Exposing concurrency bugs with a custom scheduler

By Daroc Alden
February 5, 2025

Jake Hillion gave a presentation at FOSDEM about using sched_ext, the BPF scheduling framework that was introduced in kernel version 6.12, to help find elusive concurrency problems. In collaboration with Johannes Bechberger, he has built a scheduler that can reveal theoretically possible but unobserved concurrency bugs in test code in a few minutes. Since their scheduler only relies on mainline kernel features, it can theoretically be applied to any application that runs on Linux — although there are a number of caveats since the project is still in its early days.

Bechberger, who unfortunately could not be present for the talk, is an OpenJDK developer. Since Java has its own concurrency model that OpenJDK is responsible for upholding, Bechberger often has to spend time debugging nasty concurrency problems. After wrestling with one such bug, wasting a lot of time trying to reproduce it, he came up with the idea of making a scheduler that deliberately scheduled a process "badly" in order to try and make misbehavior more likely, and therefore easier to debug.

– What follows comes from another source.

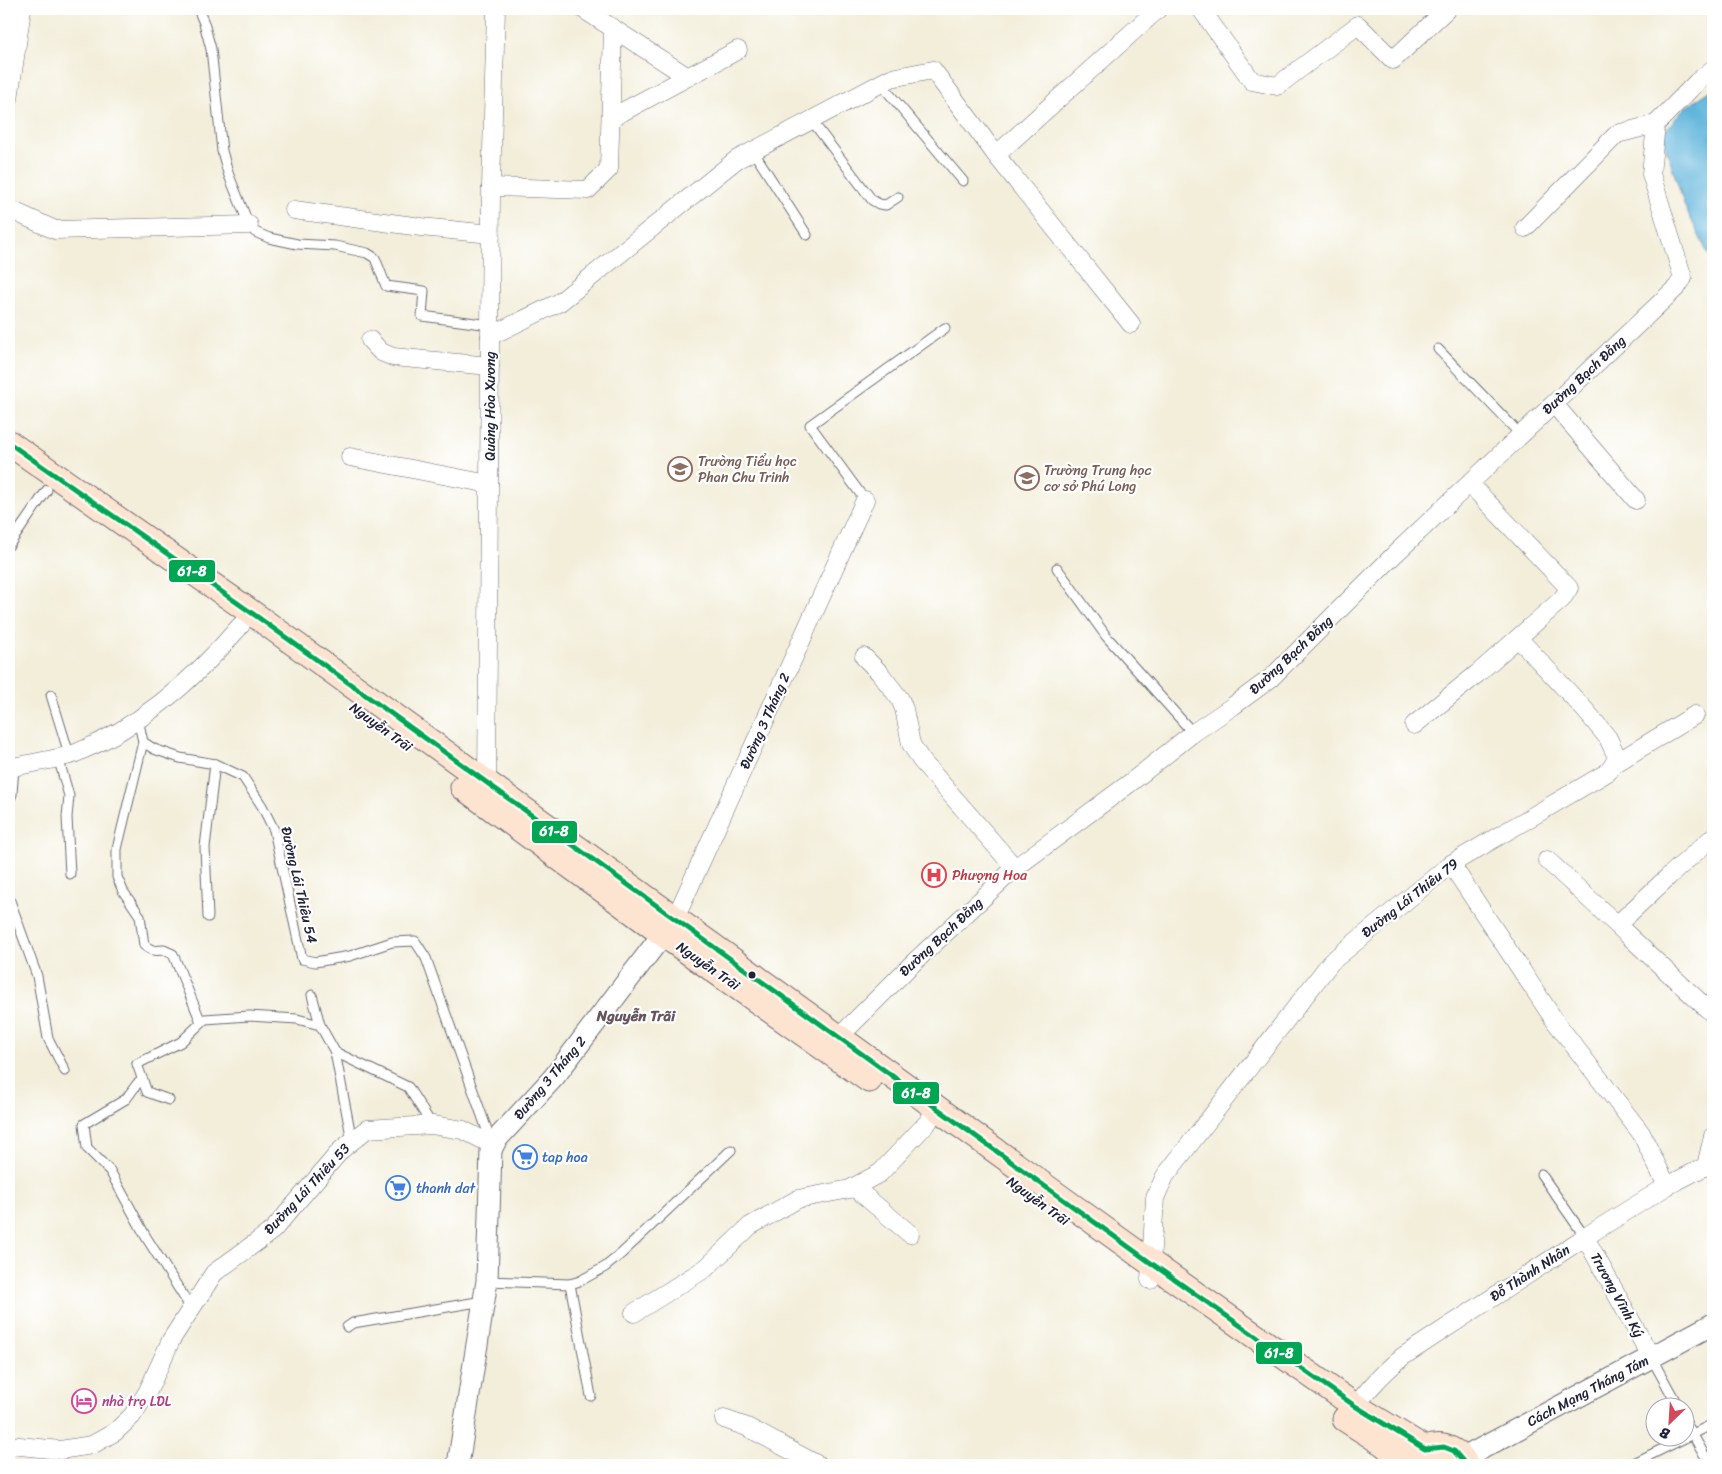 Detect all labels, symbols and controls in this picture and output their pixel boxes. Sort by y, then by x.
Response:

Hillion works at Meta, mainly on custom Linux schedulers. Meta uses a sched_ext scheduler in production, which is well-engineered, tuned to their specific applications, and reliable, he said. The scheduler that Hillion and Bechberger have built, concurrency-fuzz-scheduler, is the exact opposite of that.

A bad scheduler

To illustrate how a scheduler could expose bugs in an application, Hillion gave an extremely simplified example of the kind of workload that some applications have: a producing thread produces items of work, and a consuming thread consumes them. The items are passed between the threads using a queue. But, each item has an expiration time, after which trying to process it causes an error.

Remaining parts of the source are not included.